Determine how many lines in the following listing include "Annotation". Respond with that number only.

▸ Dataset entries
========

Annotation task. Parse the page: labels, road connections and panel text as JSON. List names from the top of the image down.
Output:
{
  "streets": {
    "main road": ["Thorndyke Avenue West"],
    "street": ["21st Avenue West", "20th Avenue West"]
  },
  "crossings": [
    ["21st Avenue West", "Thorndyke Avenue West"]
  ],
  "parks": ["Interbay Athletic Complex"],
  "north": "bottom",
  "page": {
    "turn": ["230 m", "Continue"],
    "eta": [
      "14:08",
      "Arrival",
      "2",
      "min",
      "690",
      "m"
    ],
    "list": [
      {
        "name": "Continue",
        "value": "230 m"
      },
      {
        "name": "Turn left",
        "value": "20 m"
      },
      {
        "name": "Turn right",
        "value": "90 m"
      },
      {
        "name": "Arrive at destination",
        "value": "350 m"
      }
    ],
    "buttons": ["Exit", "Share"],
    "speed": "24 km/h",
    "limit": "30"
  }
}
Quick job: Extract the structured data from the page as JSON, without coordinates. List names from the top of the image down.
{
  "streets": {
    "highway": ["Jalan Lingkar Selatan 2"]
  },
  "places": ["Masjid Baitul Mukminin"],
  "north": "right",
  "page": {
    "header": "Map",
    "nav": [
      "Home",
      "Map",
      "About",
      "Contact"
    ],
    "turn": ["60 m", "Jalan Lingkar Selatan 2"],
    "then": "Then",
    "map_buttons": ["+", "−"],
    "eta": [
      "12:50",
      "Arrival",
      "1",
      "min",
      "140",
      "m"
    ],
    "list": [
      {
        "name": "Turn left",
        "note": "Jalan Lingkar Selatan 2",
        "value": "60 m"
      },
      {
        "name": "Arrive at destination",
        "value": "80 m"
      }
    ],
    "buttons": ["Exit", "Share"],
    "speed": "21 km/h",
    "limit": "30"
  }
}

========

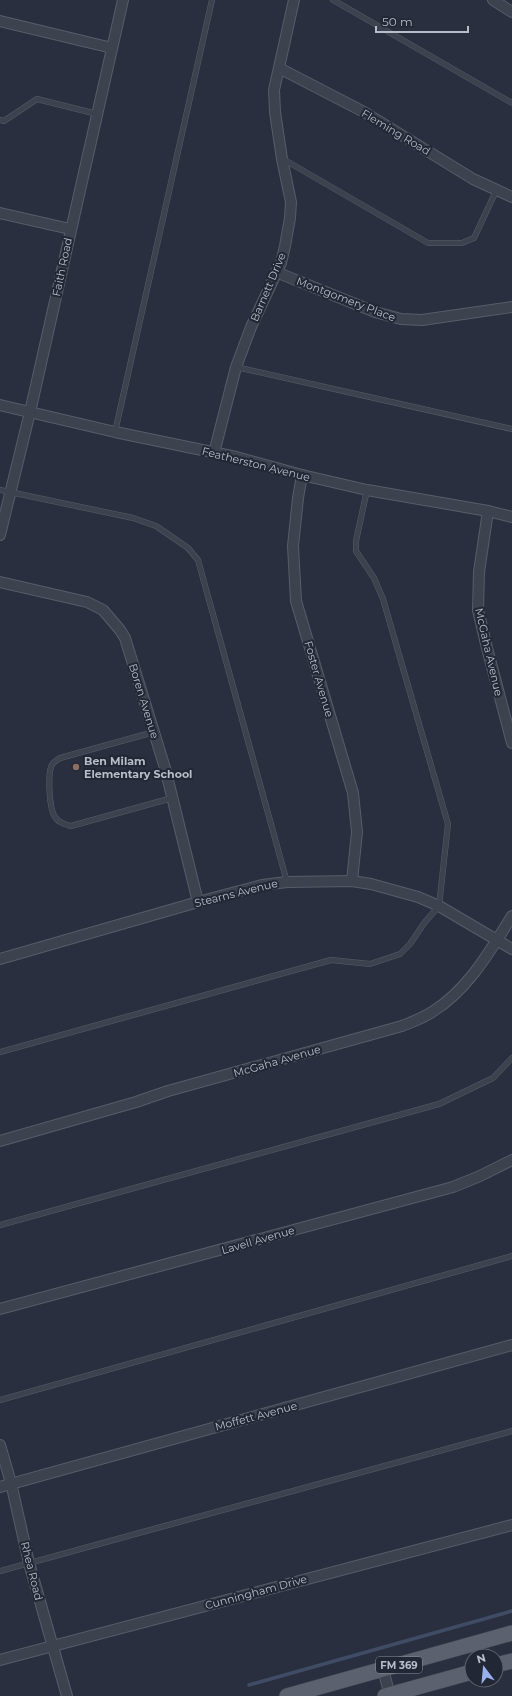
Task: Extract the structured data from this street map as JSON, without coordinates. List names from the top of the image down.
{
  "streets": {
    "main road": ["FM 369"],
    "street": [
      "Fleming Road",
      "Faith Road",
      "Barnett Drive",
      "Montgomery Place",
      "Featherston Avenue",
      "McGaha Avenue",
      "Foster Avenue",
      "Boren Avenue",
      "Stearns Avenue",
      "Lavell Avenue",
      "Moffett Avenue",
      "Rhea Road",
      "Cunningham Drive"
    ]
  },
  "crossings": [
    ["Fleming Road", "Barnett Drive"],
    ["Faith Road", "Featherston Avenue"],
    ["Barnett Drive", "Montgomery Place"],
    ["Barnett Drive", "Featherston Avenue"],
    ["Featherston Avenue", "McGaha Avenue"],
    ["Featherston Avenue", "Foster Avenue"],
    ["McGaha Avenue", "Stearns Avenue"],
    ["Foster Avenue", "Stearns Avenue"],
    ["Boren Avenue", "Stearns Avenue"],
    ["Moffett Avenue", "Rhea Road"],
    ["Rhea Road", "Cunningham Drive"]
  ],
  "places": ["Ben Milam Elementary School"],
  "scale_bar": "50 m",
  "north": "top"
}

========

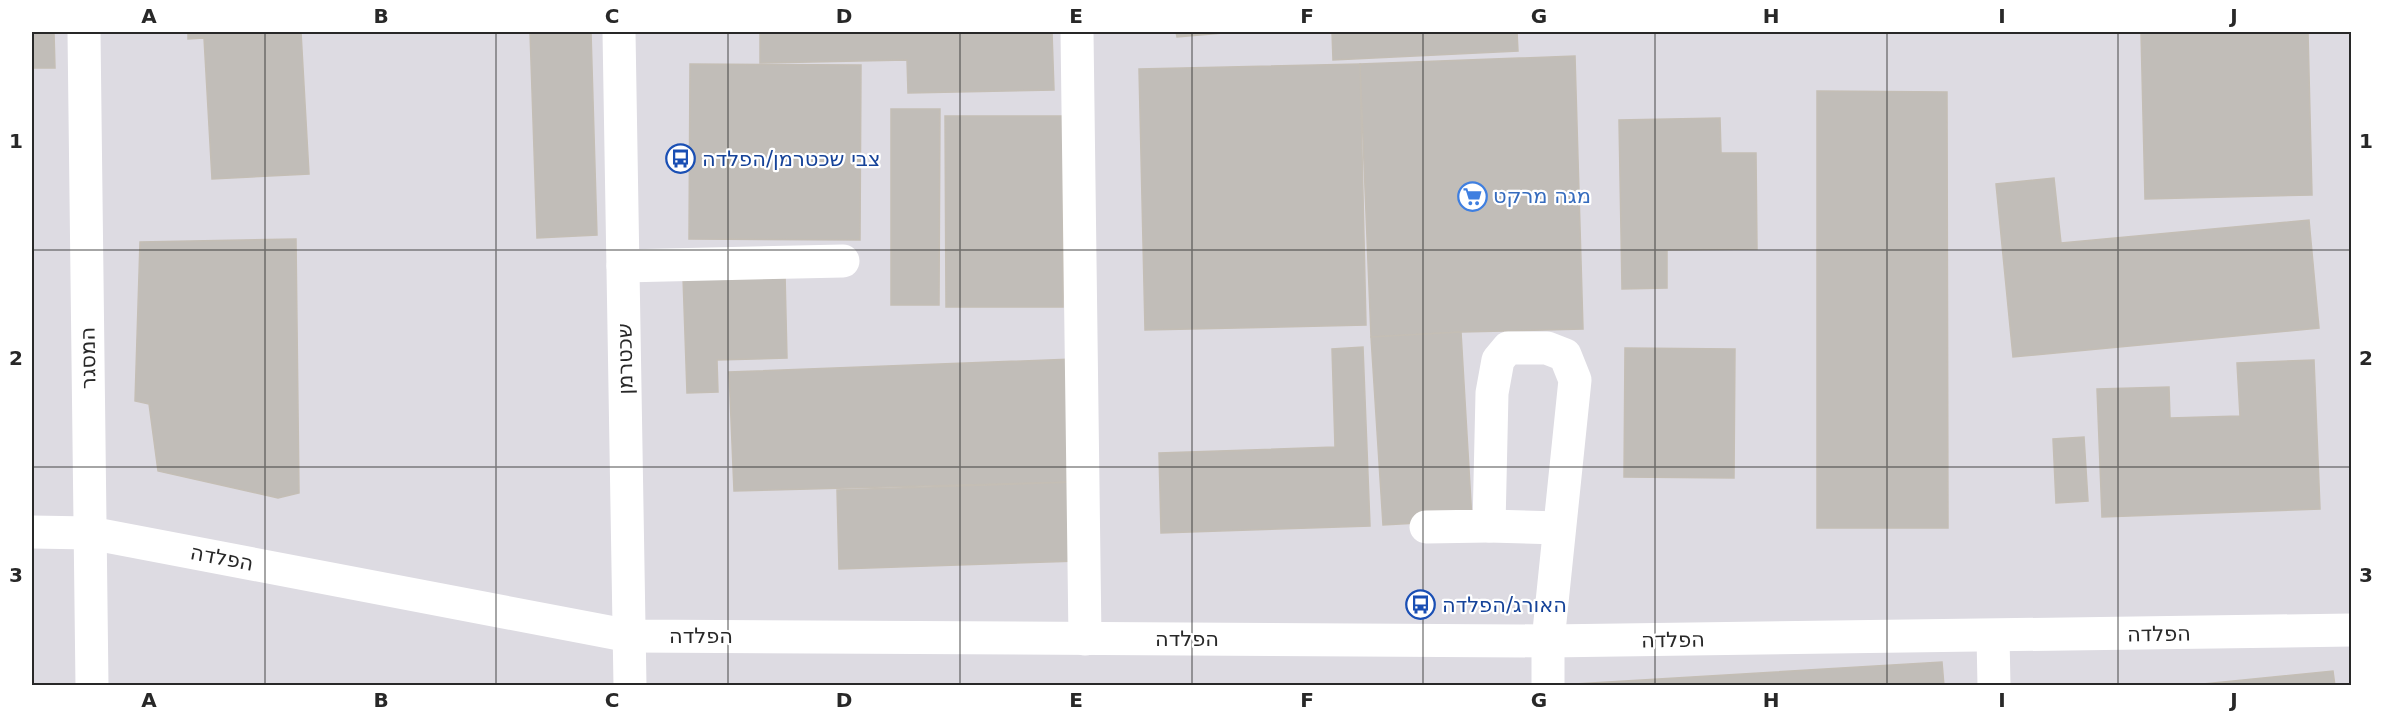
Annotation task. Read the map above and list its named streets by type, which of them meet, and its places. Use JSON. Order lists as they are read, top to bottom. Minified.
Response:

========

▸ Response to the task
2